A slowdown in the London and the south east housing market has pulled down the UK average, according to the Royal Institution of Chartered Surveyors (Rics).
A net balance of just one per cent of surveyors reported prices increasing instead of decreasing in July, down from seven per cent in June. This was the weakest reading Rics has recorded since March 2013.
However, house prices increased in areas such as Northern Ireland, the west Midlands and the south west.
For homes marketed at more than £1m, nearly seven in 10 (68 per cent) of those surveyed reported sale prices coming in below asking prices.
Nearly 60 per cent of homes listed between £500,000 and £1m fetched sale prices lower than asking prices.
Meanwhile, just over a third said homes marketed at less than £500,000 were sold for less than their original asking price.
The surveryors blamed political uncertainty and the aftermath of tax changes for the lull in London's housing market.
Simon Rubinsohn, chief economist at Rics, said: "Sales activity in the housing market has been slipping in the recent months and the most worrying aspect of the latest survey is the suggestion that this could continue for some time to come.
"One reason for this is the recent series of tax changes but this is only part of the story. Lack of new build in the wake of the financial crisis is a more fundamental factor weighing on the market. And there are some very real consequences for the economy from all of this including the impact on the ability of people to be mobile when looking for work."
Berenberg’s senior UK economist, Kallum Pickering, said the housing market is the achilles' heel of the UK economy.
"Rising house prices in the 2000s, and risky lending practices, encouraged homeowners to withdraw equity to finance consumption. This extra demand fuelled the debt driven pre-Lehman upswing," Pickering warned.

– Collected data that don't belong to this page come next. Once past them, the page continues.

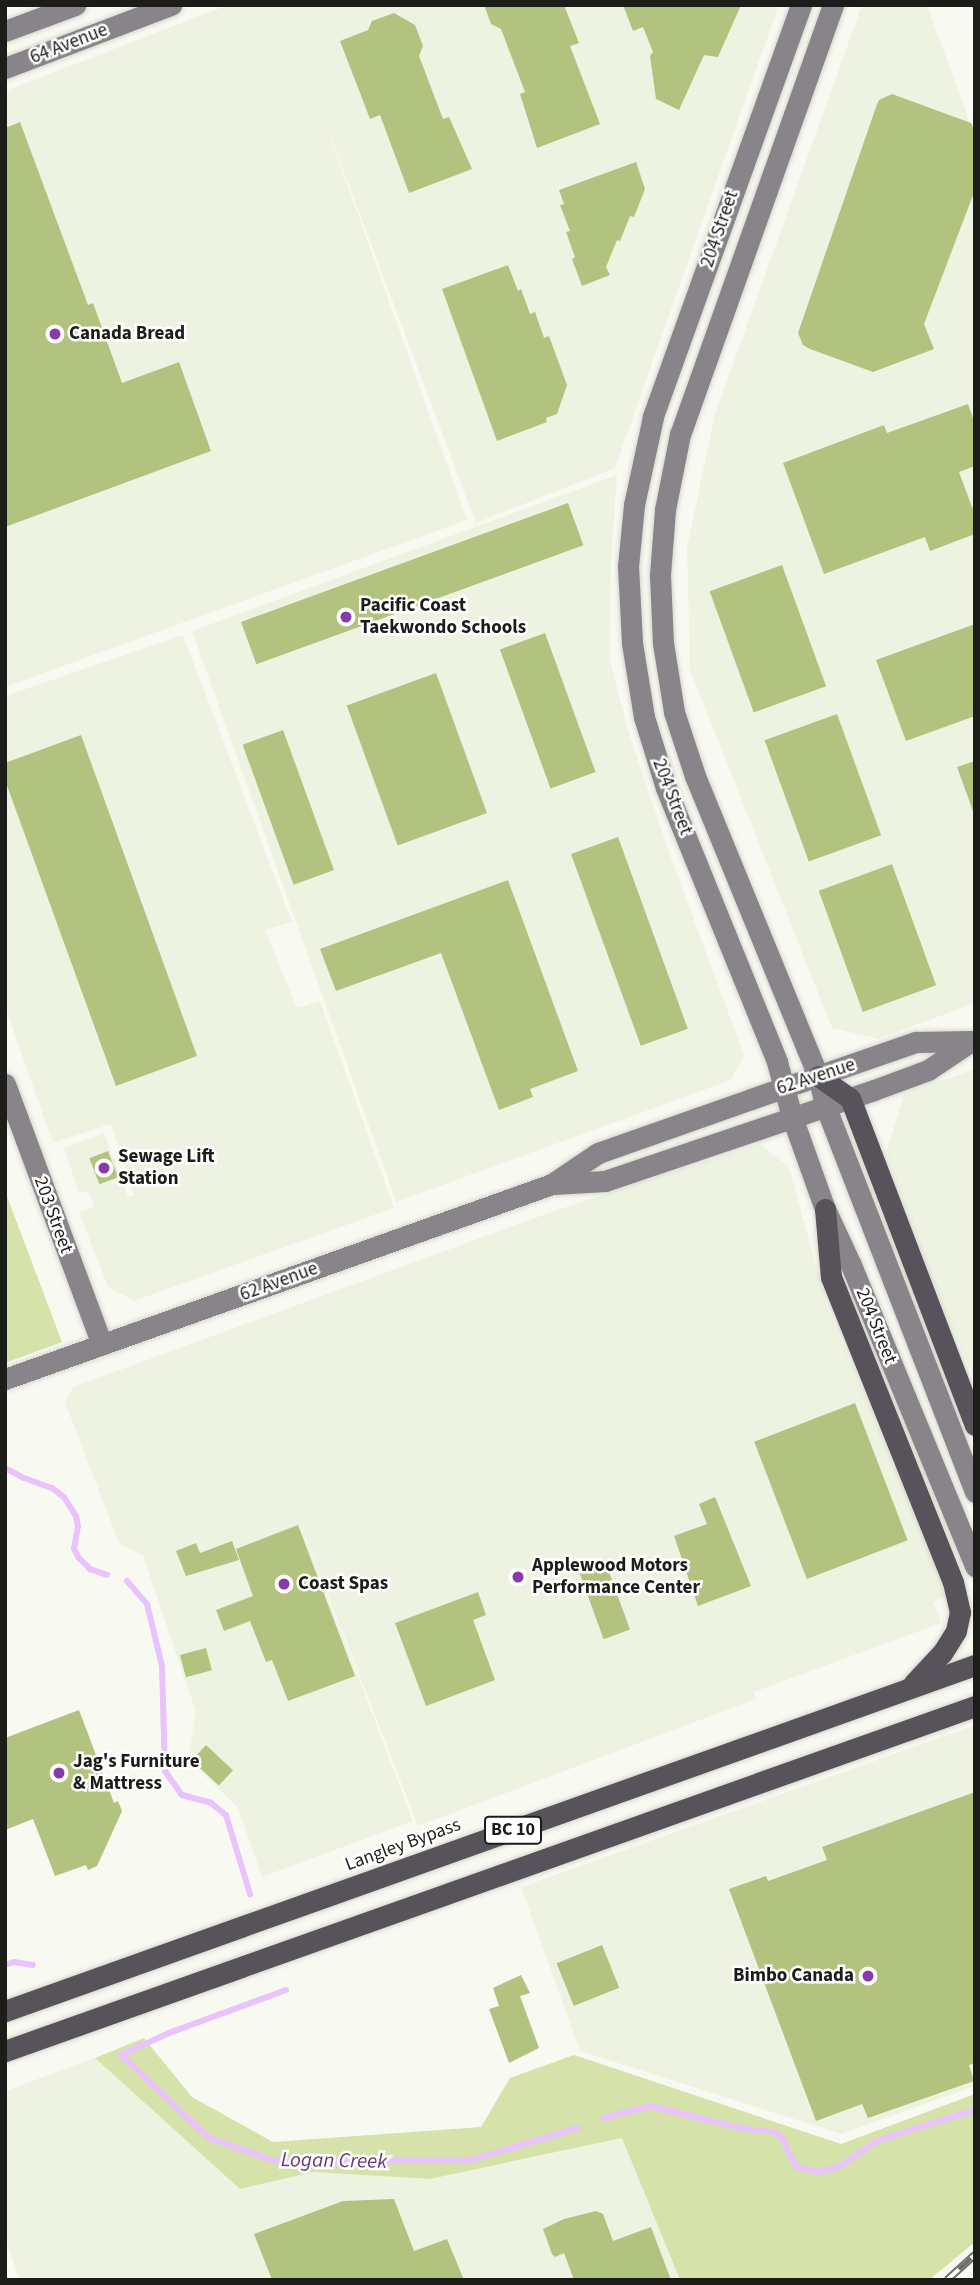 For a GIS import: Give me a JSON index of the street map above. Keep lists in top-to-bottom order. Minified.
{"streets":{"highway":["BC 10","Langley Bypass"],"main road":["64 Avenue","204 Street","62 Avenue","203 Street"]},"crossings":[["204 Street","62 Avenue"],["62 Avenue","203 Street"]],"water":["Logan Creek"],"places":["Canada Bread","Pacific Coast Taekwondo Schools","Sewage Lift Station","Applewood Motors Performance Center","Coast Spas","Jag's Furniture & Mattress","Bimbo Canada"]} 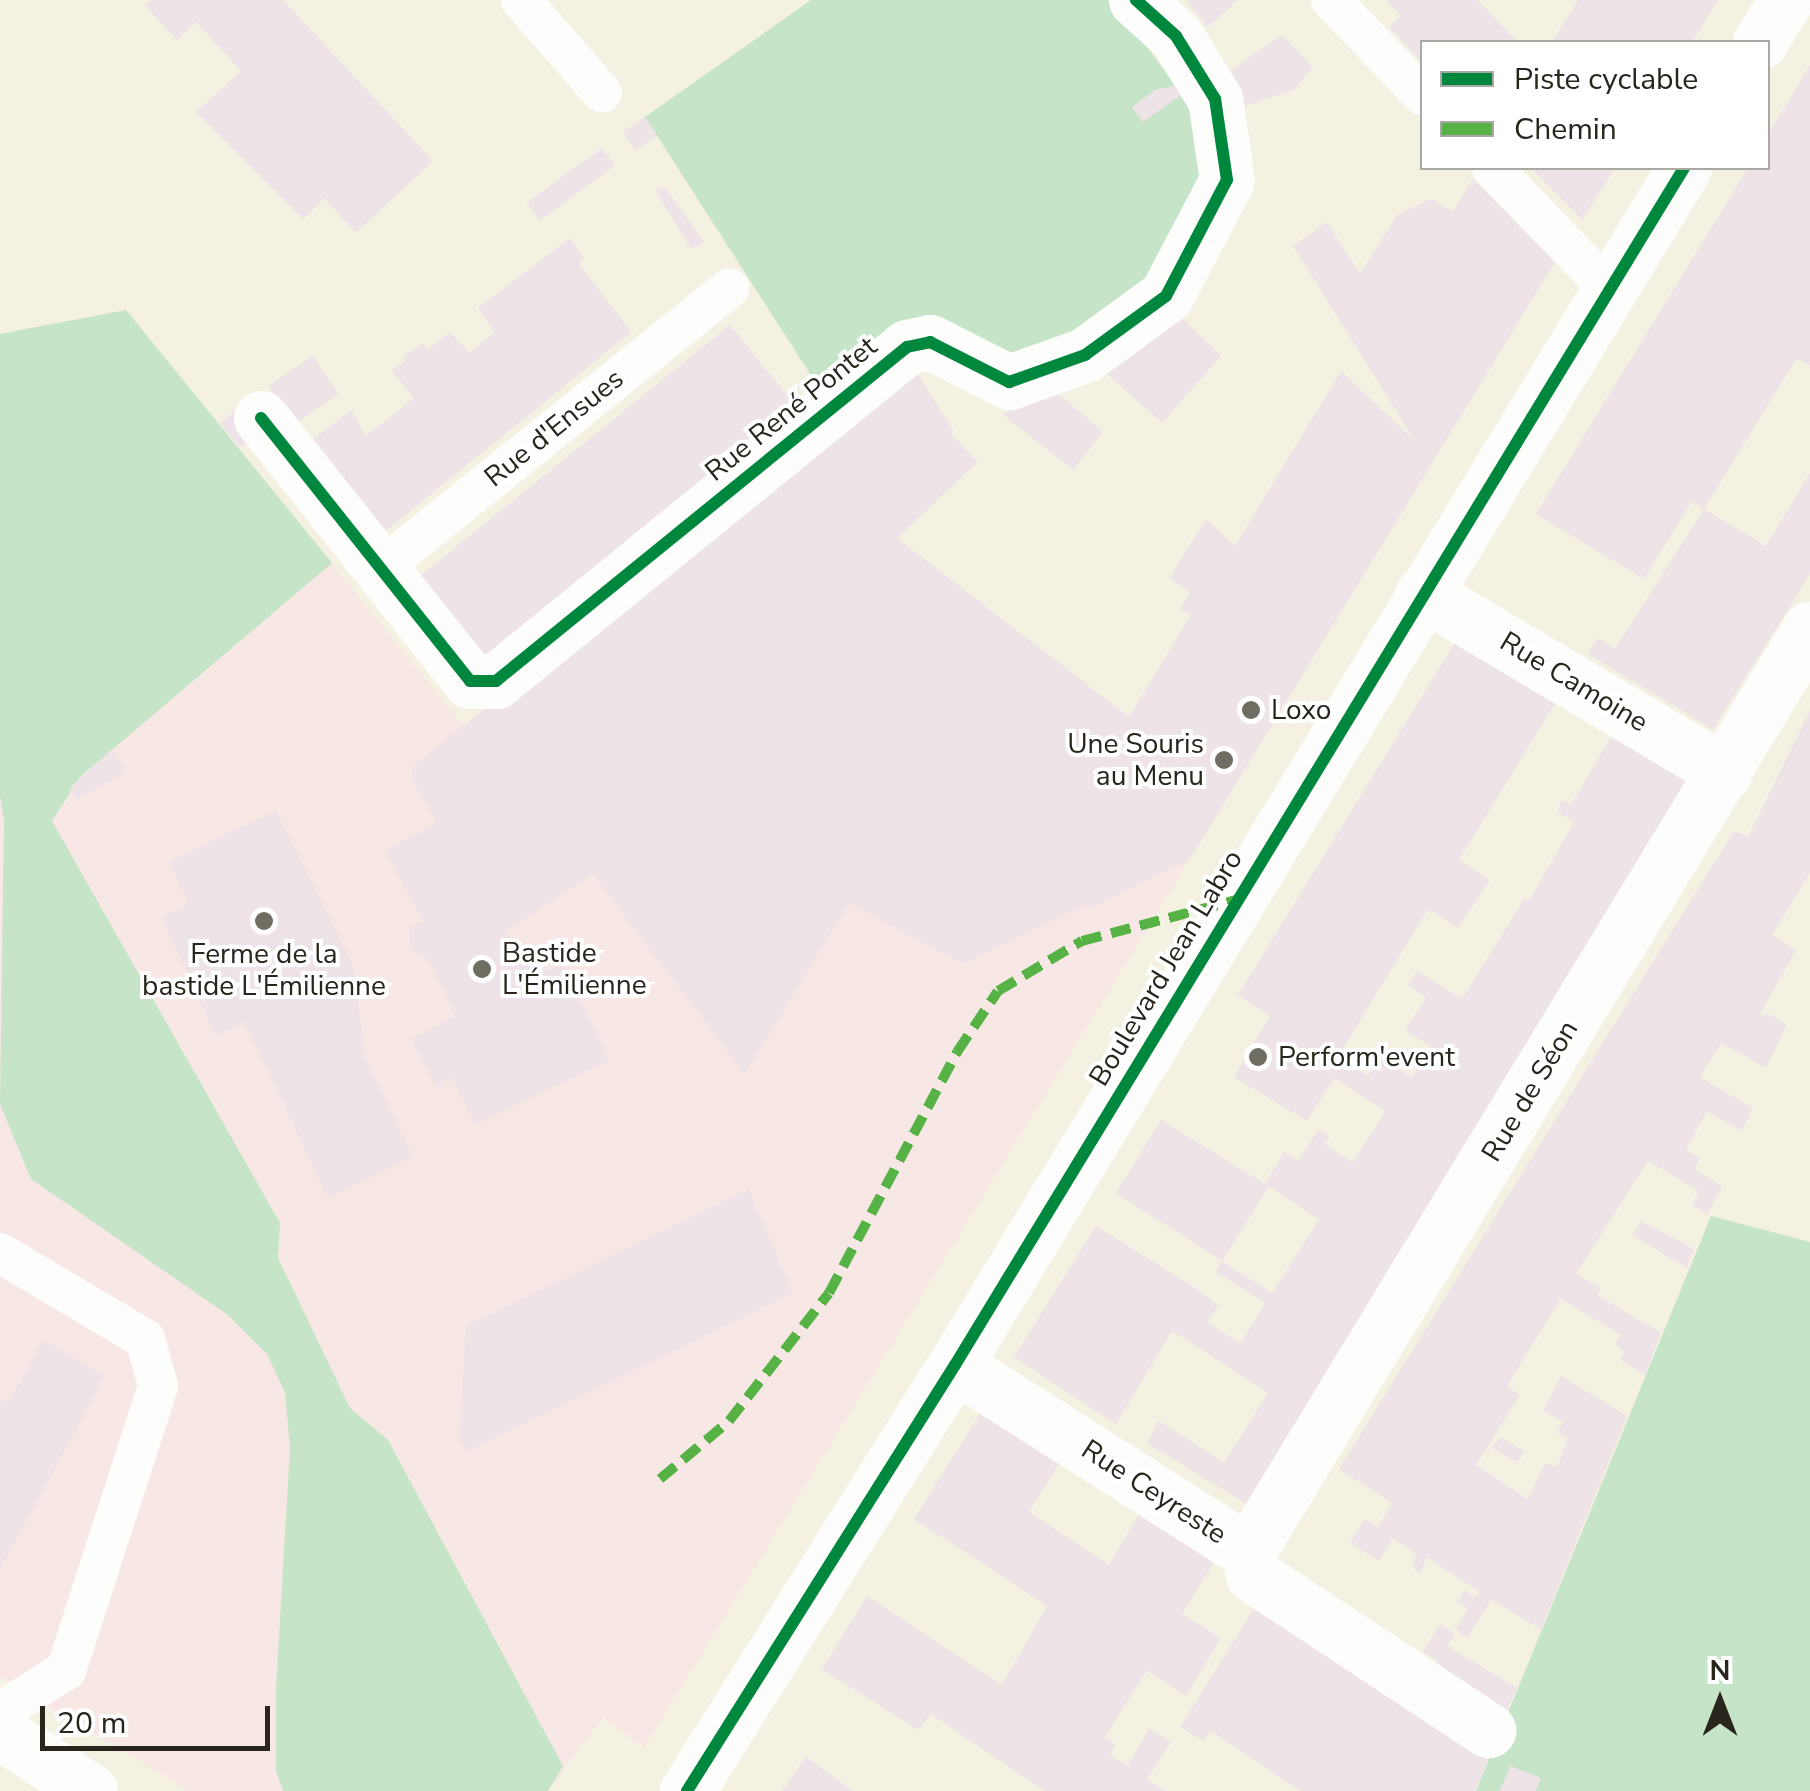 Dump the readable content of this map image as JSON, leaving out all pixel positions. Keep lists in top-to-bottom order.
{
  "streets": {
    "street": [
      "Rue René Pontet",
      "Rue Camoine",
      "Boulevard Jean Labro",
      "Rue de Séon",
      "Rue Ceyreste"
    ],
    "lane": ["Rue d'Ensues"]
  },
  "crossings": [
    ["Rue René Pontet", "Rue d'Ensues"],
    ["Rue Camoine", "Boulevard Jean Labro"],
    ["Rue Camoine", "Rue de Séon"],
    ["Boulevard Jean Labro", "Rue Ceyreste"],
    ["Rue de Séon", "Rue Ceyreste"]
  ],
  "places": [
    "Loxo",
    "Une Souris au Menu",
    "Ferme de la bastide L'Émilienne",
    "Bastide L'Émilienne",
    "Perform'event"
  ],
  "legend": ["Piste cyclable", "Chemin"],
  "scale_bar": "20 m",
  "north": "top"
}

"When the housing market corrected in 2008, falling property values caused a balance sheet crisis for homeowners, worsening the shock to demand and deepening the recession. While the post-Lehman upswing in the housing market has been far less vigorous than before, the underlying problems have not been fixed. And although it is just a tail risk, yet again, we need to pay close attention to the threat posed by a potential slump in the housing market."